What needs to be done: Without the pictures, set down everything in the listing exactly.

Records shown:
'''
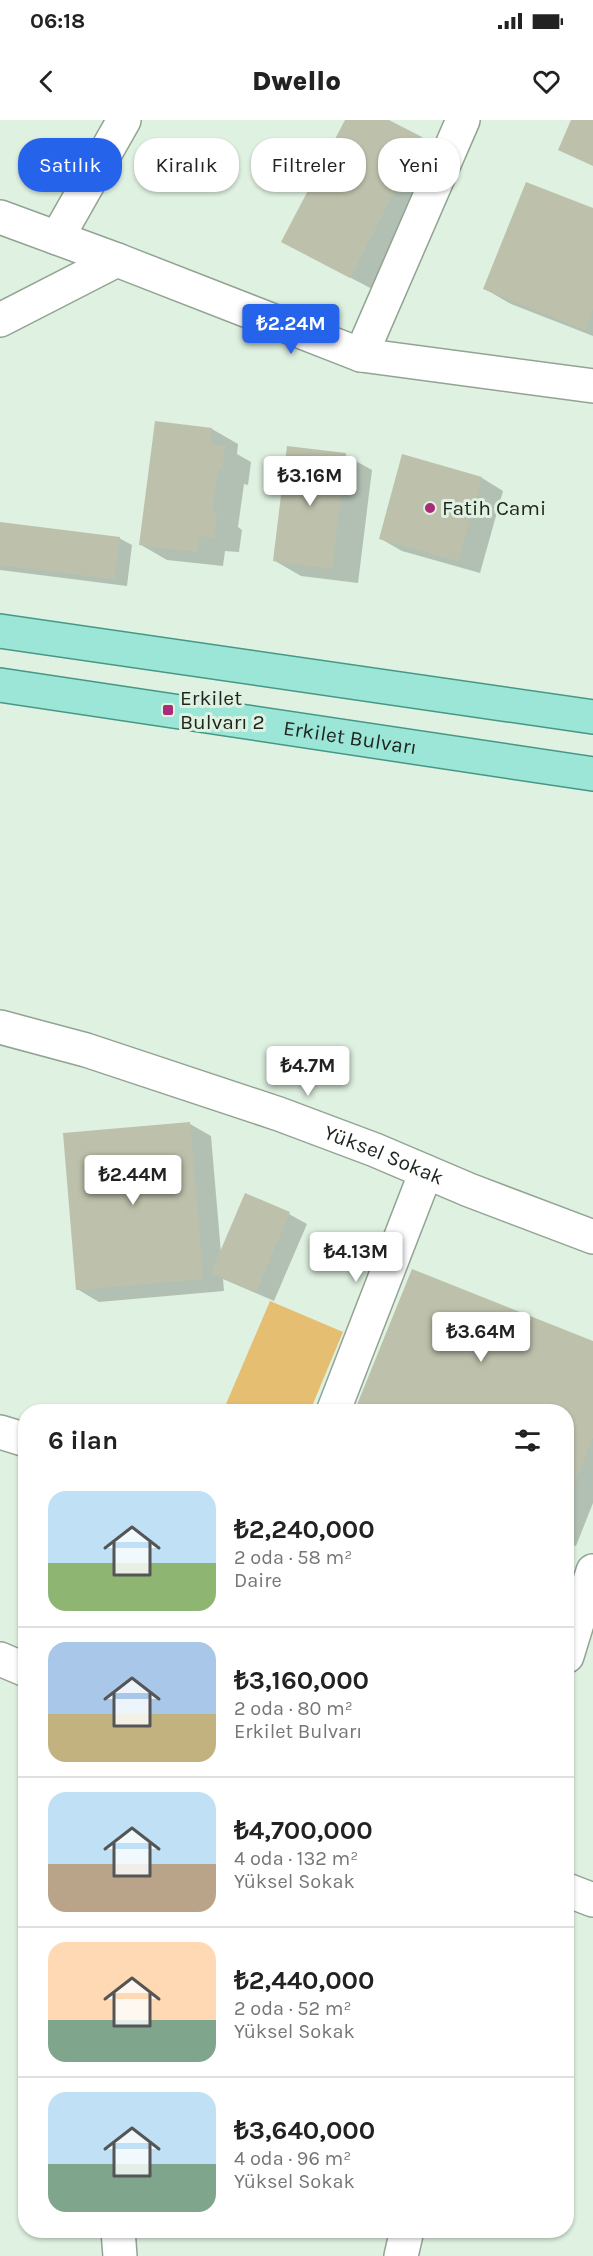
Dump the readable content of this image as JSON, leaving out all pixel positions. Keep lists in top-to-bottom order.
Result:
{
  "streets": {
    "main road": ["Erkilet Bulvarı"],
    "street": ["Yüksel Sokak"]
  },
  "places": {
    "other": ["Fatih Cami"],
    "transit": ["Erkilet Bulvarı 2"]
  },
  "page": {
    "status": "06:18",
    "header": "Dwello",
    "chip": [
      "Satılık",
      "Kiralık",
      "Filtreler",
      "Yeni"
    ],
    "price": [
      "₺2.24M",
      "₺3.16M",
      "₺4.7M",
      "₺2.44M",
      "₺4.13M",
      "₺3.64M"
    ],
    "heading": "6 ilan",
    "list": [
      {
        "name": "₺2,240,000",
        "note": "2 oda · 58 m² · Daire"
      },
      {
        "name": "₺3,160,000",
        "note": "2 oda · 80 m² · Erkilet Bulvarı"
      },
      {
        "name": "₺4,700,000",
        "note": "4 oda · 132 m² · Yüksel Sokak"
      },
      {
        "name": "₺2,440,000",
        "note": "2 oda · 52 m² · Yüksel Sokak"
      },
      {
        "name": "₺3,640,000",
        "note": "4 oda · 96 m² · Yüksel Sokak"
      }
    ]
  }
}
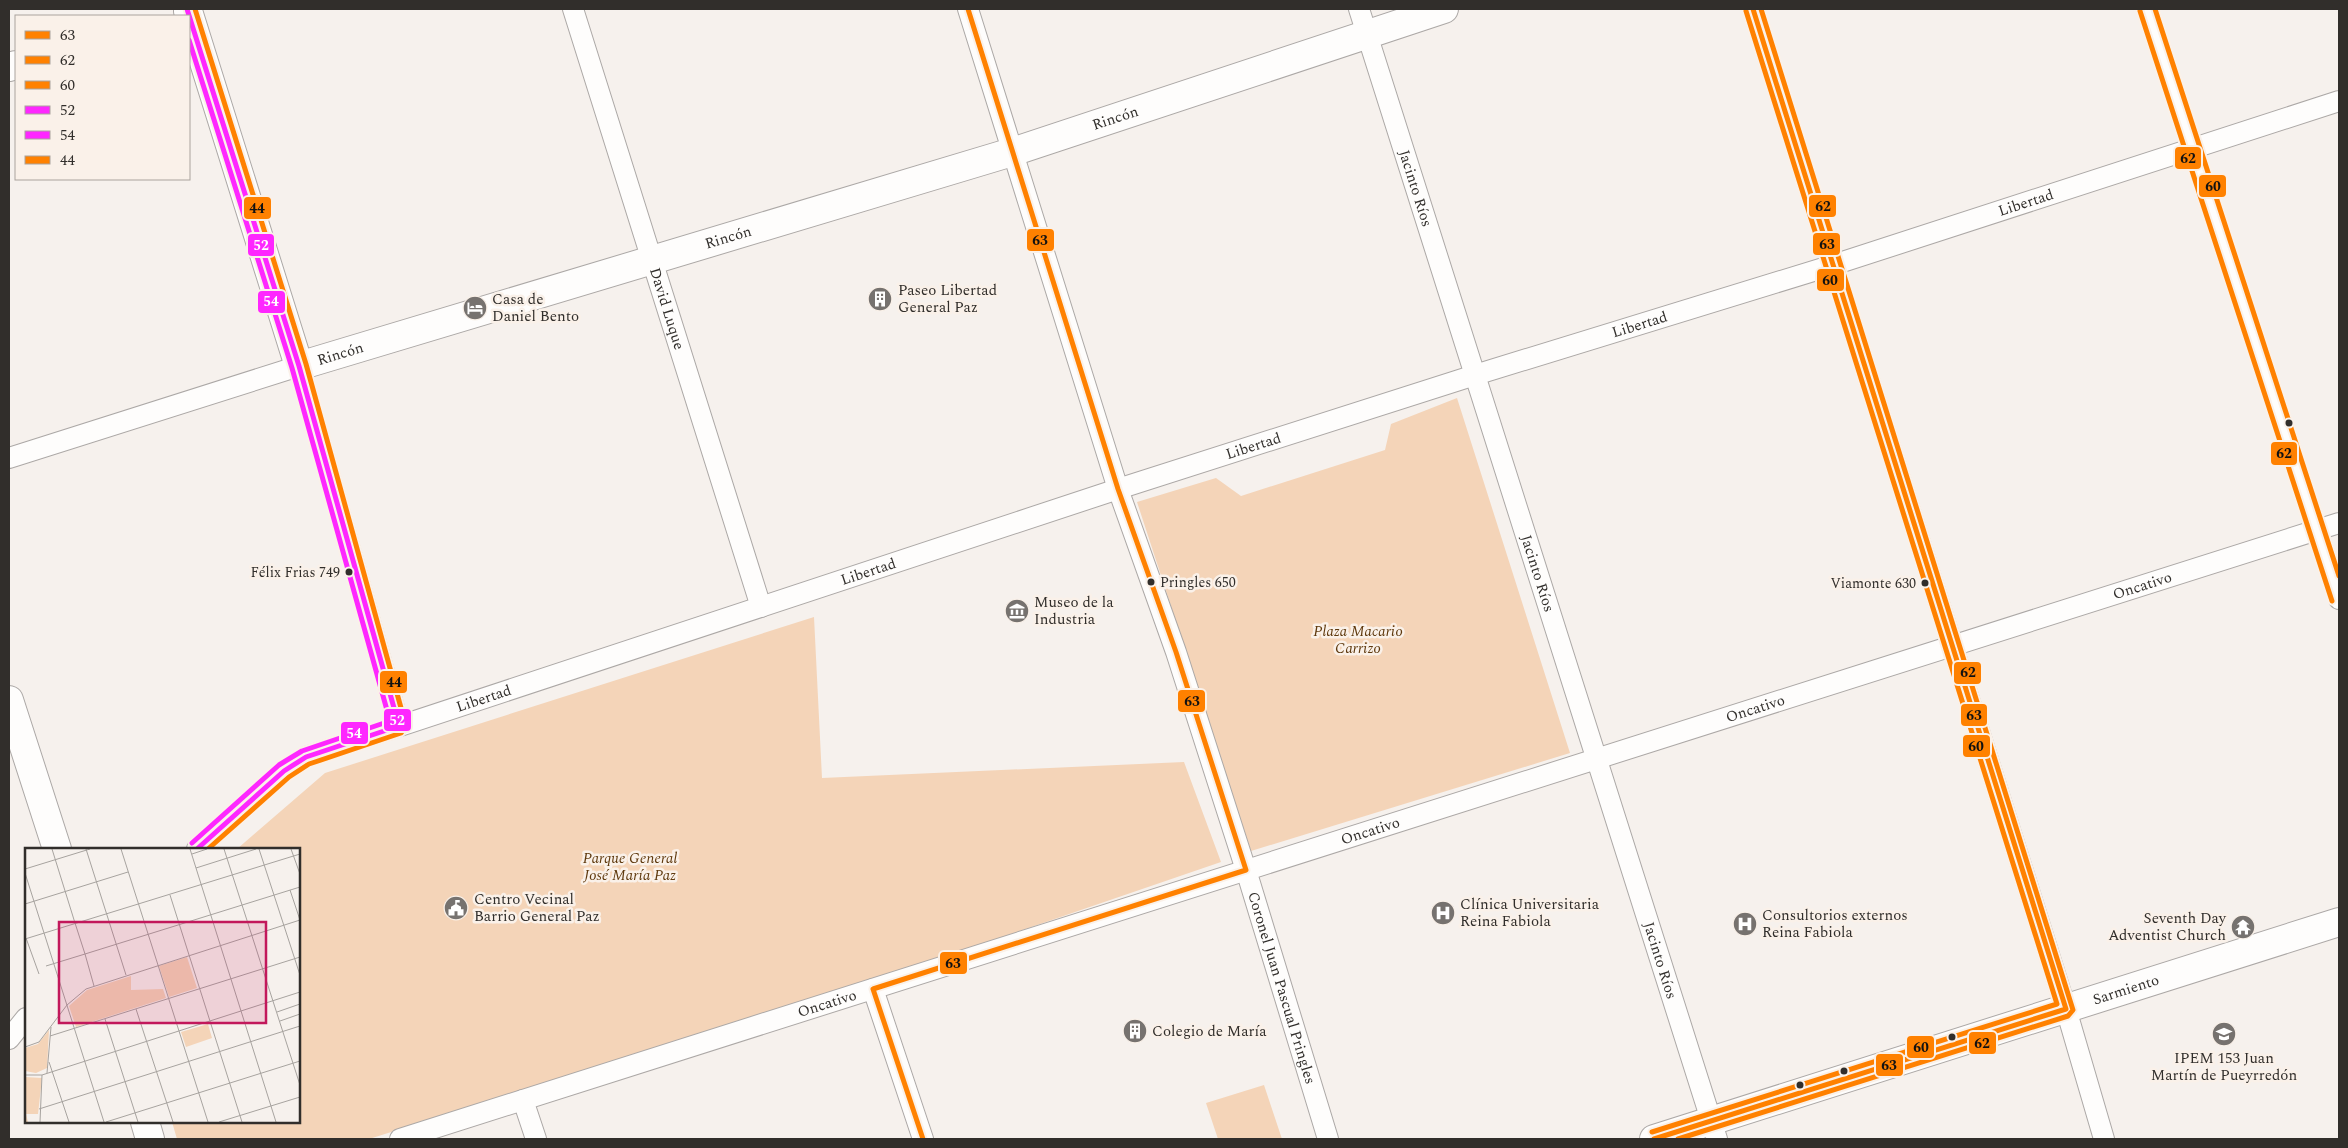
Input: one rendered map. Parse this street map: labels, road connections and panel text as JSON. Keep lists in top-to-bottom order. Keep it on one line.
{"streets":{"main road":["Rincón","Sarmiento"],"street":["Jacinto Ríos","Libertad","David Luque","Oncativo","Coronel Juan Pascual Pringles"]},"crossings":[["Rincón","Jacinto Ríos"],["Rincón","David Luque"],["Rincón","Coronel Juan Pascual Pringles"],["Jacinto Ríos","Libertad"],["Jacinto Ríos","Oncativo"],["Jacinto Ríos","Sarmiento"],["Libertad","David Luque"],["Libertad","Coronel Juan Pascual Pringles"],["Oncativo","Coronel Juan Pascual Pringles"]],"parks":["Plaza Macario Carrizo","Parque General José María Paz"],"places":{"building":["Paseo Libertad General Paz","Colegio de María"],"hotel":["Casa de Daniel Bento"],"other":["Félix Frias 749","Pringles 650","Viamonte 630"],"museum":["Museo de la Industria"],"public building":["Centro Vecinal Barrio General Paz"],"hospital":["Clínica Universitaria Reina Fabiola","Consultorios externos Reina Fabiola"],"temple":["Seventh Day Adventist Church"],"school or university":["IPEM 153 Juan Martín de Pueyrredón"]},"lines":["transit line 63","transit line 62","transit line 60","transit line 52","transit line 44","transit line 54"],"legend":["63","62","60","52","54","44"]}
'''
Reply to the exercise:
Dump the readable content of this image as JSON, leaving out all pixel positions. Keep lists in top-to-bottom order.
Result:
{
  "streets": {
    "main road": ["Erkilet Bulvarı"],
    "street": ["Yüksel Sokak"]
  },
  "places": {
    "other": ["Fatih Cami"],
    "transit": ["Erkilet Bulvarı 2"]
  },
  "page": {
    "status": "06:18",
    "header": "Dwello",
    "chip": [
      "Satılık",
      "Kiralık",
      "Filtreler",
      "Yeni"
    ],
    "price": [
      "₺2.24M",
      "₺3.16M",
      "₺4.7M",
      "₺2.44M",
      "₺4.13M",
      "₺3.64M"
    ],
    "heading": "6 ilan",
    "list": [
      {
        "name": "₺2,240,000",
        "note": "2 oda · 58 m² · Daire"
      },
      {
        "name": "₺3,160,000",
        "note": "2 oda · 80 m² · Erkilet Bulvarı"
      },
      {
        "name": "₺4,700,000",
        "note": "4 oda · 132 m² · Yüksel Sokak"
      },
      {
        "name": "₺2,440,000",
        "note": "2 oda · 52 m² · Yüksel Sokak"
      },
      {
        "name": "₺3,640,000",
        "note": "4 oda · 96 m² · Yüksel Sokak"
      }
    ]
  }
}
Input: one rendered map. Parse this street map: labels, road connections and panel text as JSON. Keep lists in top-to-bottom order. Keep it on one line.
{"streets":{"main road":["Rincón","Sarmiento"],"street":["Jacinto Ríos","Libertad","David Luque","Oncativo","Coronel Juan Pascual Pringles"]},"crossings":[["Rincón","Jacinto Ríos"],["Rincón","David Luque"],["Rincón","Coronel Juan Pascual Pringles"],["Jacinto Ríos","Libertad"],["Jacinto Ríos","Oncativo"],["Jacinto Ríos","Sarmiento"],["Libertad","David Luque"],["Libertad","Coronel Juan Pascual Pringles"],["Oncativo","Coronel Juan Pascual Pringles"]],"parks":["Plaza Macario Carrizo","Parque General José María Paz"],"places":{"building":["Paseo Libertad General Paz","Colegio de María"],"hotel":["Casa de Daniel Bento"],"other":["Félix Frias 749","Pringles 650","Viamonte 630"],"museum":["Museo de la Industria"],"public building":["Centro Vecinal Barrio General Paz"],"hospital":["Clínica Universitaria Reina Fabiola","Consultorios externos Reina Fabiola"],"temple":["Seventh Day Adventist Church"],"school or university":["IPEM 153 Juan Martín de Pueyrredón"]},"lines":["transit line 63","transit line 62","transit line 60","transit line 52","transit line 44","transit line 54"],"legend":["63","62","60","52","54","44"]}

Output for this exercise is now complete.